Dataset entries
┄┄┄┄┄┄┄┄┄┄┄┄┄┄┄┄┄┄┄┄
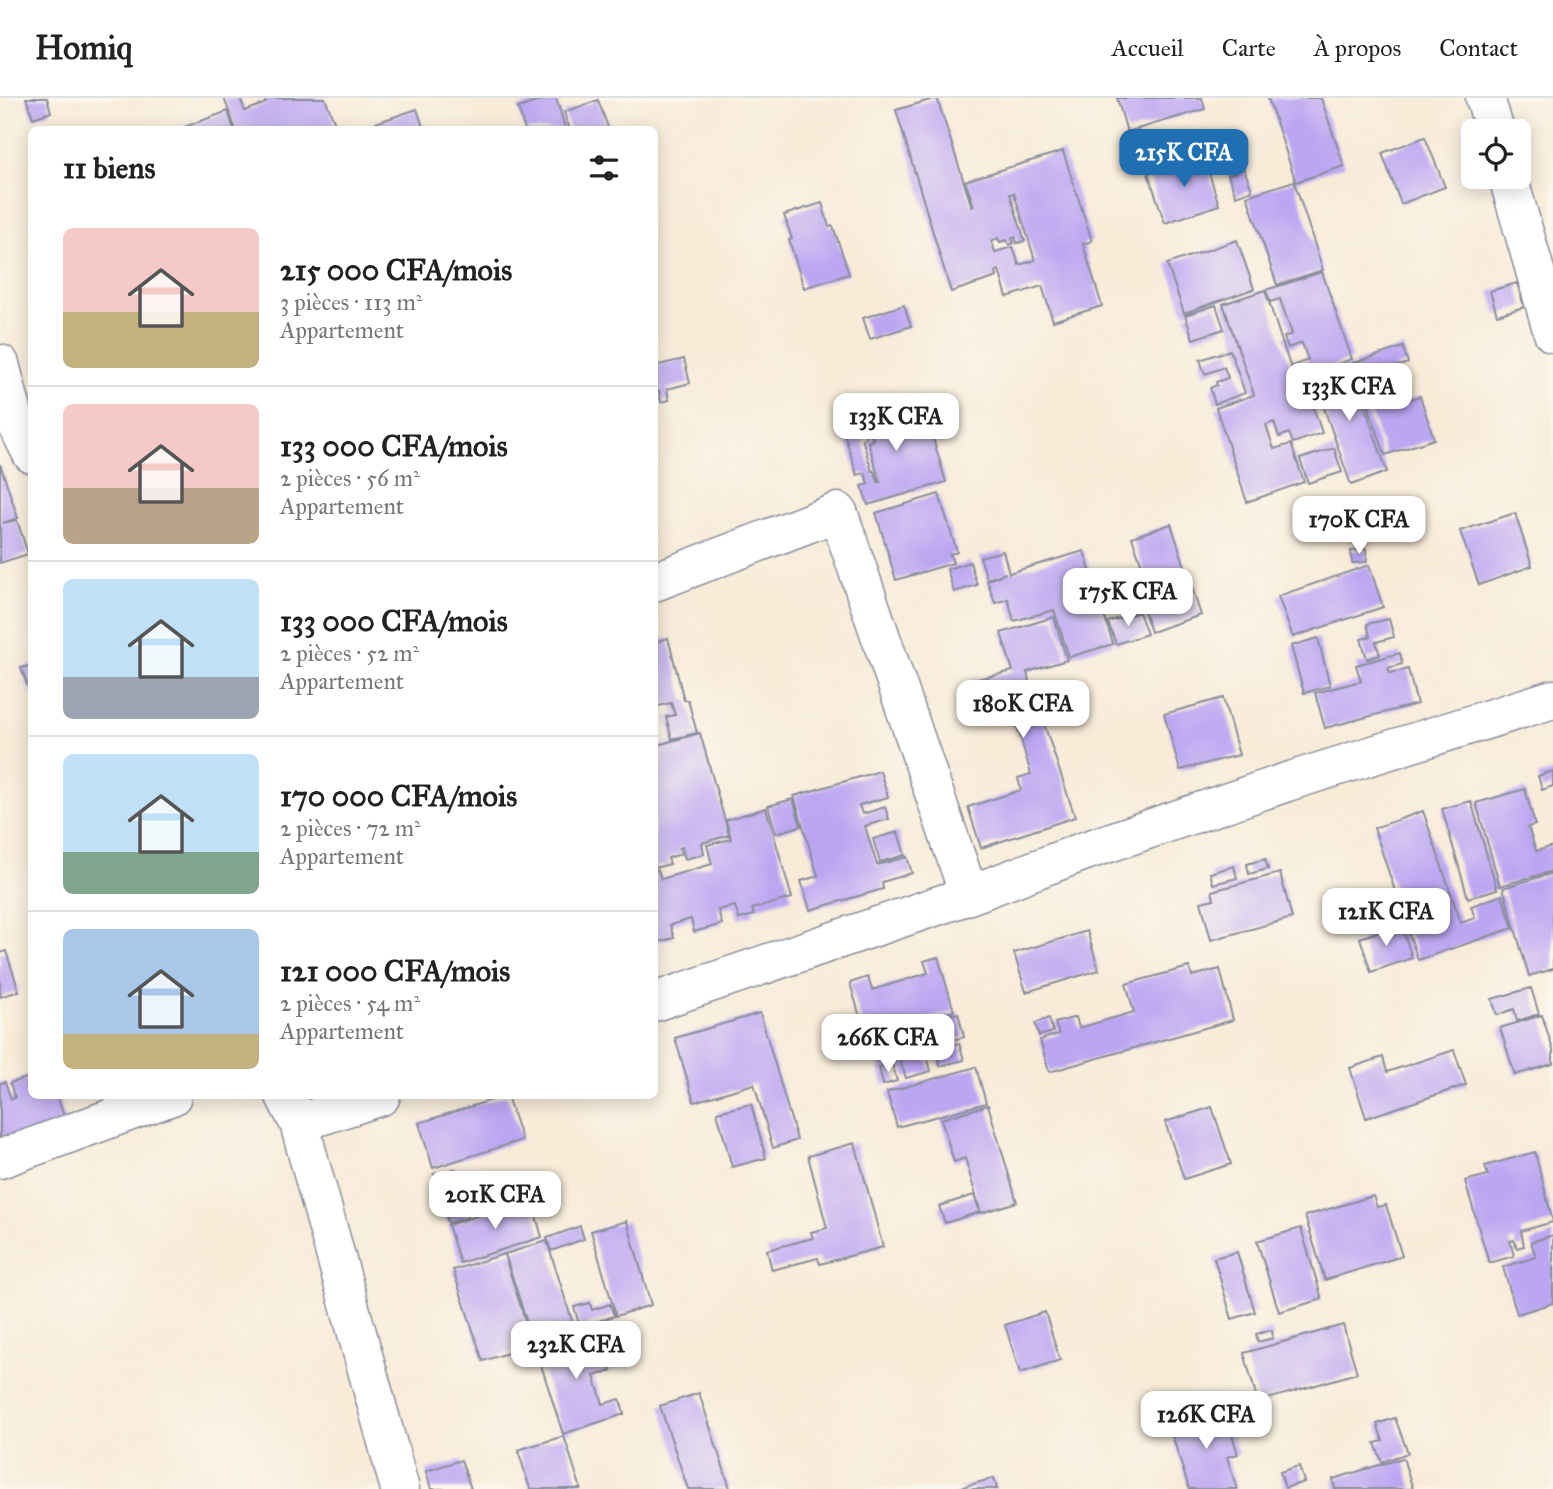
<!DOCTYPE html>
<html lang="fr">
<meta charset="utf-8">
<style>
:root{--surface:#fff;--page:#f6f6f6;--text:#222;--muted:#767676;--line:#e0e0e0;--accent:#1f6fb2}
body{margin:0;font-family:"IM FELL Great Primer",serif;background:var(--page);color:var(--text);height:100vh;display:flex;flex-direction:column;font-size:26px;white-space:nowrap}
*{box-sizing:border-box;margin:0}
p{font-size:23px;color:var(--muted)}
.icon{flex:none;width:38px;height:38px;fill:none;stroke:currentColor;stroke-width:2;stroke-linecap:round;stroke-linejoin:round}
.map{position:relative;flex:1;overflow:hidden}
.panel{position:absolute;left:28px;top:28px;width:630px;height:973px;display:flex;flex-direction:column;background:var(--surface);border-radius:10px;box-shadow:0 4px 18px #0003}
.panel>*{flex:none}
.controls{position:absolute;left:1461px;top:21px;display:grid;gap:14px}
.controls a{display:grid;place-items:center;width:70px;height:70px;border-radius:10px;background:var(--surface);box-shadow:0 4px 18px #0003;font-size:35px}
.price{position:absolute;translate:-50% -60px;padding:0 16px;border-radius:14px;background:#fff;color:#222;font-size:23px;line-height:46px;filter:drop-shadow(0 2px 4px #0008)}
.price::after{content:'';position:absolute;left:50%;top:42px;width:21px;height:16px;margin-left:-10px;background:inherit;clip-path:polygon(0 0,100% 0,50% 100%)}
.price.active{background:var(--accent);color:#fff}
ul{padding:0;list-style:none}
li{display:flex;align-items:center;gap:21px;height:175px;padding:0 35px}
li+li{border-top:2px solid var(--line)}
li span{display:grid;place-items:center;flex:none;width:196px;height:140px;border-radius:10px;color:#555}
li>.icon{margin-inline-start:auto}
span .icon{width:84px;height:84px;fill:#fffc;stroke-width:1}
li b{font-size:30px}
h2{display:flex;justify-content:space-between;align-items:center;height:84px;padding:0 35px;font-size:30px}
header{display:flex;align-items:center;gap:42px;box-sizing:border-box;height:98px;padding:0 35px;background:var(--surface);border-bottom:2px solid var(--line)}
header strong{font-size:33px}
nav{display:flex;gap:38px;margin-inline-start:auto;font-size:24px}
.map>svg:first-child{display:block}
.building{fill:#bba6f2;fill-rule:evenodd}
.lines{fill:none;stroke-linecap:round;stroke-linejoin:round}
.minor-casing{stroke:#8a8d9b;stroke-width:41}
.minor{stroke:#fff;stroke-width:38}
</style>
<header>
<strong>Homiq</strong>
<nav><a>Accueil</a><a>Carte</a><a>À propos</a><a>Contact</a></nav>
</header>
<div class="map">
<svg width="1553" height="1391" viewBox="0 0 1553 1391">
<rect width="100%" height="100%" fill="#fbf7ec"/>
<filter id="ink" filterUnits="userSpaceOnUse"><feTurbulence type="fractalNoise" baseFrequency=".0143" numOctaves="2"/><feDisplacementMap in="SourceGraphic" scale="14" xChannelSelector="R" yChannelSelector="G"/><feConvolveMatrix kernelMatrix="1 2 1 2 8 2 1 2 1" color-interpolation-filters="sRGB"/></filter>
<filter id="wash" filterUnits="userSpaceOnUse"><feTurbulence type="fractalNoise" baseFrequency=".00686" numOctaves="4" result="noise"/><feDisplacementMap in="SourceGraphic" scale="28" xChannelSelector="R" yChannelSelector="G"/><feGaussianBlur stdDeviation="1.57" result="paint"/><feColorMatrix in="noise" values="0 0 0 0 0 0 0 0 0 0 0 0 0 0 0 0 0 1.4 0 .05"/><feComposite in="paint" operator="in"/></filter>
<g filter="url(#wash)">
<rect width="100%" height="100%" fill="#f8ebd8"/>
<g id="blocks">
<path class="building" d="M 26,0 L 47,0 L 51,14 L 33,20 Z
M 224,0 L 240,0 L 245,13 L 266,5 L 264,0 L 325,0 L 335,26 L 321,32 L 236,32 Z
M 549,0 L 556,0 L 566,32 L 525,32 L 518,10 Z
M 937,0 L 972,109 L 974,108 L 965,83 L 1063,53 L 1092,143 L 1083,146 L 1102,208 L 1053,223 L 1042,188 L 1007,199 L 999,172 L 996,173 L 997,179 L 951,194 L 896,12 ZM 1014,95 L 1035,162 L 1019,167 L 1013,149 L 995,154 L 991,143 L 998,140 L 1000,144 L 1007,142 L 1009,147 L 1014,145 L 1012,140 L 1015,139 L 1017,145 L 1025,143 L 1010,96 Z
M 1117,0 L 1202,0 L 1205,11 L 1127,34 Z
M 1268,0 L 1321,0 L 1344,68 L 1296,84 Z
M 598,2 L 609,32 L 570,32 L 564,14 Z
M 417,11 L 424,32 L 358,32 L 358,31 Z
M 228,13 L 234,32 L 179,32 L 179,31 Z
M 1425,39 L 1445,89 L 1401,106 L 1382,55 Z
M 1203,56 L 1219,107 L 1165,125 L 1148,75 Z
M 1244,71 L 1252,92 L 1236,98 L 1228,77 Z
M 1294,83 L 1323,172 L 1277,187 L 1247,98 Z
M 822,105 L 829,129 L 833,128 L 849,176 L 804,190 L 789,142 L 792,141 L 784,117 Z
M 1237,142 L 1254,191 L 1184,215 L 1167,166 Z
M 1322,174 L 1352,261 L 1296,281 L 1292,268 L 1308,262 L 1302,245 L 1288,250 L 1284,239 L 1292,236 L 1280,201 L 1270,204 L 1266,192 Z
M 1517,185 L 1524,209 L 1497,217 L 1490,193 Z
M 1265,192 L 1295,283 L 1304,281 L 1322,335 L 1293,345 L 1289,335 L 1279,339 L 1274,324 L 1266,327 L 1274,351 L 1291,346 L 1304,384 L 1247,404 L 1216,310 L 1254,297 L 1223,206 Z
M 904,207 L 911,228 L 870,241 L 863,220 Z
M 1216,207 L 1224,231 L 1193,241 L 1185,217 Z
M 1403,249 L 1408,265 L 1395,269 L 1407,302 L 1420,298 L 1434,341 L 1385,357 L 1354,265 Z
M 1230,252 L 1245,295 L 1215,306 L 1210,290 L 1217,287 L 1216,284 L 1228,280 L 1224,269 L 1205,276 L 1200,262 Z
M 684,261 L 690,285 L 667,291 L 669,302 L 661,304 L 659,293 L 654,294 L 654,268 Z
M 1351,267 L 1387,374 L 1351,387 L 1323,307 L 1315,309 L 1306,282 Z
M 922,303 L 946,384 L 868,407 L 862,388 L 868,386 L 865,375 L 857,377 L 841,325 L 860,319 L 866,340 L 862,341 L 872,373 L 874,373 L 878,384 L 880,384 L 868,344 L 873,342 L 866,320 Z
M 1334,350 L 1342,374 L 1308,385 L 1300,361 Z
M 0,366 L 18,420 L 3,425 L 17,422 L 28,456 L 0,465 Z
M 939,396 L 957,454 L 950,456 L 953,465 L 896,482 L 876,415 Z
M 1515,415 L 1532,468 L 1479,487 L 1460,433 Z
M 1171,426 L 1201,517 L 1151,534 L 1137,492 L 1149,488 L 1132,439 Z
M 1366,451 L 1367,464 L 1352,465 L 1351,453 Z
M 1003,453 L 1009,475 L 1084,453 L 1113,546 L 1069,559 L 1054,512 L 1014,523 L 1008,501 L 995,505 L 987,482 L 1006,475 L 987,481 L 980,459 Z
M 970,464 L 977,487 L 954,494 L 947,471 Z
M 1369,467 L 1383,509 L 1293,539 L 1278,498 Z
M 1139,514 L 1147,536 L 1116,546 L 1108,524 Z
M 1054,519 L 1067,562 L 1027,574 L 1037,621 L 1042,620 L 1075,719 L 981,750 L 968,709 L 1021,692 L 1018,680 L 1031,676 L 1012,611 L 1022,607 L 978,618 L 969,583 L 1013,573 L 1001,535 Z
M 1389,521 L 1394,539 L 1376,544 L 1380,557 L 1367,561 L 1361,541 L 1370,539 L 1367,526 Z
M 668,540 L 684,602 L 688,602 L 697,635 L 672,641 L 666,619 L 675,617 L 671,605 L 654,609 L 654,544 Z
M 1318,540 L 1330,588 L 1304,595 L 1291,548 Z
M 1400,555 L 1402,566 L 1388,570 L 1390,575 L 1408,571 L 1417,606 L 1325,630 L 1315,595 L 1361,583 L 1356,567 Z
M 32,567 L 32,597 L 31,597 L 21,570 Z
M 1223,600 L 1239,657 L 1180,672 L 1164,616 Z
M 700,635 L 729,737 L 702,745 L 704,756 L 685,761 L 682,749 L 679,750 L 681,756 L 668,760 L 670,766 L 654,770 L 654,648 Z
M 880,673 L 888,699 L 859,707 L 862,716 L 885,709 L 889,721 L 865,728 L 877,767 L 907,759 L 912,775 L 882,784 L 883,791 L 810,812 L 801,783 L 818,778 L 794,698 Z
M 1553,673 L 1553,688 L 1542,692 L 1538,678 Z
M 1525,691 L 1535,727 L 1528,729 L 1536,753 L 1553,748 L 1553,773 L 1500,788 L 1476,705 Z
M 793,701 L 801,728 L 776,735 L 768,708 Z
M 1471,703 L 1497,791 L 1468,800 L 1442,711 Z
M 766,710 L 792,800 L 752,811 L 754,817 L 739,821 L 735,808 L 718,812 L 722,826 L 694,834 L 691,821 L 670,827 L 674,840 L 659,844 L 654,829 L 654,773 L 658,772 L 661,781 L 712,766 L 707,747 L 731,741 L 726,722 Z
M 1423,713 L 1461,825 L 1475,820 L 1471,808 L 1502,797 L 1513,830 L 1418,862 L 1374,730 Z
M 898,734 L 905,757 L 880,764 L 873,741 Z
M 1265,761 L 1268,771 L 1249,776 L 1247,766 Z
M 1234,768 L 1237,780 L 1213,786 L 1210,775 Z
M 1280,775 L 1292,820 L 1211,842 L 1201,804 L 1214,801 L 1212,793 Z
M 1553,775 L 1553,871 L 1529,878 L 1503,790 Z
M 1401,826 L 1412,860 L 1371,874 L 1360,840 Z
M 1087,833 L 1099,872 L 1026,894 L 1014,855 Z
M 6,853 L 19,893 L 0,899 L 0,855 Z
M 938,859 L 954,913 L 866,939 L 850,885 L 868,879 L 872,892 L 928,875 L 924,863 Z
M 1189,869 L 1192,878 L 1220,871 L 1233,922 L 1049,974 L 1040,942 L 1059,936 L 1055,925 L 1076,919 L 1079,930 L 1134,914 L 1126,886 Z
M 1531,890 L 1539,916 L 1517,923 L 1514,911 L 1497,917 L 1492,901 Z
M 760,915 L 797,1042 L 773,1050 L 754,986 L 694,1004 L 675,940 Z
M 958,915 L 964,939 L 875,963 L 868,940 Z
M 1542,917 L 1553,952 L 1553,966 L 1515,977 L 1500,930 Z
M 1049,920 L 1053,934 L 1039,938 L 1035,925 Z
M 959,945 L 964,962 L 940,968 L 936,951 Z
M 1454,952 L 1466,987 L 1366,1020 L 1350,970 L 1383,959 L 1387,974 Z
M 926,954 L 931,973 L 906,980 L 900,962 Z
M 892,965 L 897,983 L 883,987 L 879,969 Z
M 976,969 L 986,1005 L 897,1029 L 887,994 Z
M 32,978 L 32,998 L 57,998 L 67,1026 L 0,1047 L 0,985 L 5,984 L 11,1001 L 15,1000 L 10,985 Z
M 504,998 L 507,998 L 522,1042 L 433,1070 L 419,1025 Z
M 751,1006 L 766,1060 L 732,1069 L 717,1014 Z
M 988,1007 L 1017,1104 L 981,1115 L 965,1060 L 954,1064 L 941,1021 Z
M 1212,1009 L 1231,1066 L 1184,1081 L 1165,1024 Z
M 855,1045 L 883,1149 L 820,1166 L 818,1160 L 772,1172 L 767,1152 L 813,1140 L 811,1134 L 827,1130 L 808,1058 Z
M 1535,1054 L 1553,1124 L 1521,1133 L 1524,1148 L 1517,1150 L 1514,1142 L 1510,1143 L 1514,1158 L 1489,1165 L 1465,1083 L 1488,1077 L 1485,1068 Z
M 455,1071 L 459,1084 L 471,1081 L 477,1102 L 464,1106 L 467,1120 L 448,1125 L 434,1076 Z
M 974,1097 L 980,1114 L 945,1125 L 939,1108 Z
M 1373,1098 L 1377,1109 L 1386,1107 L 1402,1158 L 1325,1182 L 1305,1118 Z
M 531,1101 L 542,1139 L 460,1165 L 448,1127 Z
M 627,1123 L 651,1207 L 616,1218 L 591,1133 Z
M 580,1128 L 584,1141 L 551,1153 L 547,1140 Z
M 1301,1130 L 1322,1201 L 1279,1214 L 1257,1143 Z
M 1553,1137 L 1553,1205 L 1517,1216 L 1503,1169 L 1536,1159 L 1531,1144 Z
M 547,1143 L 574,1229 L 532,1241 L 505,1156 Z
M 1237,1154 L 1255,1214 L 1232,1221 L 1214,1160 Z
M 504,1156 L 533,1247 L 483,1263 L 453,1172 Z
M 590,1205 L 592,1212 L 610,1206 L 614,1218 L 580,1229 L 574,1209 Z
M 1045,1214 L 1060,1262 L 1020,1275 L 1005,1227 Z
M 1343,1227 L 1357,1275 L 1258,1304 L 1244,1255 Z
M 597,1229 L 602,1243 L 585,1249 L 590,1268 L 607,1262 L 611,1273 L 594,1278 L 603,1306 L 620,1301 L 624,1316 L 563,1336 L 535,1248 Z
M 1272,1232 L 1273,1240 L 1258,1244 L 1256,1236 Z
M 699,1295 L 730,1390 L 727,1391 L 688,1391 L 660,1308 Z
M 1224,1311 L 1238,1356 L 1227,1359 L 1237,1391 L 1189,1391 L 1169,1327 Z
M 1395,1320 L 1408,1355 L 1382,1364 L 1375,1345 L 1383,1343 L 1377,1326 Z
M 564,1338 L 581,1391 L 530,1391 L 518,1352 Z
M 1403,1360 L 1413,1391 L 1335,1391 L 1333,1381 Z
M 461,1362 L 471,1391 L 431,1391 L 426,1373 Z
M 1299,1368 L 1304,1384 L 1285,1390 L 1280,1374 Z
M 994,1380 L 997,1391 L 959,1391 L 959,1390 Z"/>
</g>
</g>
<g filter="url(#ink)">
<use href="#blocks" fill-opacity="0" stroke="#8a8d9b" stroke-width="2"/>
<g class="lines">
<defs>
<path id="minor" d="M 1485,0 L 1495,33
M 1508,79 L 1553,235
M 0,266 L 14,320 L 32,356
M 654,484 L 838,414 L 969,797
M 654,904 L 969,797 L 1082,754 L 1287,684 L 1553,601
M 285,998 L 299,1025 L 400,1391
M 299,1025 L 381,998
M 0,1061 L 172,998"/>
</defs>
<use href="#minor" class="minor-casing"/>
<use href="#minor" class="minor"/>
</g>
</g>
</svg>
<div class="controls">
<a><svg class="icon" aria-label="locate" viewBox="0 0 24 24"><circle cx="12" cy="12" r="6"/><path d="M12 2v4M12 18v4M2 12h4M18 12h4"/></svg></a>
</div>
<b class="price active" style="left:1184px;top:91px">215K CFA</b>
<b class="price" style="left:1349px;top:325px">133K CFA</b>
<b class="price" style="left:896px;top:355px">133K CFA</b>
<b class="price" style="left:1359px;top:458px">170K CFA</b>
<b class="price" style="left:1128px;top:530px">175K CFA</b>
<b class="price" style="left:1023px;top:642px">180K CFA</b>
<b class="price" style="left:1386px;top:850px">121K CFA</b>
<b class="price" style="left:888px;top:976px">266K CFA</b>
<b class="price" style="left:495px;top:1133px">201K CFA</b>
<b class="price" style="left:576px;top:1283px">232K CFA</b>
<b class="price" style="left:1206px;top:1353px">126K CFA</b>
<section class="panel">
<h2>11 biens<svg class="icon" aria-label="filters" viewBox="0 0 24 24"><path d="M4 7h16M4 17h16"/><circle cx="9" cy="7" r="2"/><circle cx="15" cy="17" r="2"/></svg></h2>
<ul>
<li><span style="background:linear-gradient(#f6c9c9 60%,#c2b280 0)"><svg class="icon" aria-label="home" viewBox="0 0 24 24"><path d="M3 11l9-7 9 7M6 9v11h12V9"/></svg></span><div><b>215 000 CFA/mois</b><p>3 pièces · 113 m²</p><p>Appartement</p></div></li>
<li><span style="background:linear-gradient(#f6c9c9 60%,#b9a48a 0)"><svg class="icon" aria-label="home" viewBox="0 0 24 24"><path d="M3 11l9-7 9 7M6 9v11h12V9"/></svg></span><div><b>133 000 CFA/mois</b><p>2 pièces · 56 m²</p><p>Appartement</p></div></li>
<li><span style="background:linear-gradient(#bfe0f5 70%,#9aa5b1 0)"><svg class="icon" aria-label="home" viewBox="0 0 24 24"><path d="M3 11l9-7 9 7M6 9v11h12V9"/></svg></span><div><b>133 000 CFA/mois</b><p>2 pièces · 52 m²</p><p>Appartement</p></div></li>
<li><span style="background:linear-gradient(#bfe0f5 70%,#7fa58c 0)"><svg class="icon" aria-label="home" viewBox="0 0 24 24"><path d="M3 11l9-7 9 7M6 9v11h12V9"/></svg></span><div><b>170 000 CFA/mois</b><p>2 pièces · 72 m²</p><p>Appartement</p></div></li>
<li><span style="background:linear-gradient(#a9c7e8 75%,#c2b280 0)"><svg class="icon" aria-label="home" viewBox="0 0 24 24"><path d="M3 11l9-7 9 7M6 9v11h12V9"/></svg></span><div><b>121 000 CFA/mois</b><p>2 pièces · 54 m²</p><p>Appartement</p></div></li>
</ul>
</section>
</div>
┄┄┄┄┄┄┄┄┄┄┄┄┄┄┄┄┄┄┄┄
ASSIGNMENT
Wherever the word "controls" appears in a line of the data above, copy that line.

SOLUTION
.controls{position:absolute;left:1461px;top:21px;display:grid;gap:14px}
.controls a{display:grid;place-items:center;width:70px;height:70px;border-radius:10px;background:var(--surface);box-shadow:0 4px 18px #0003;font-size:35px}
<div class="controls">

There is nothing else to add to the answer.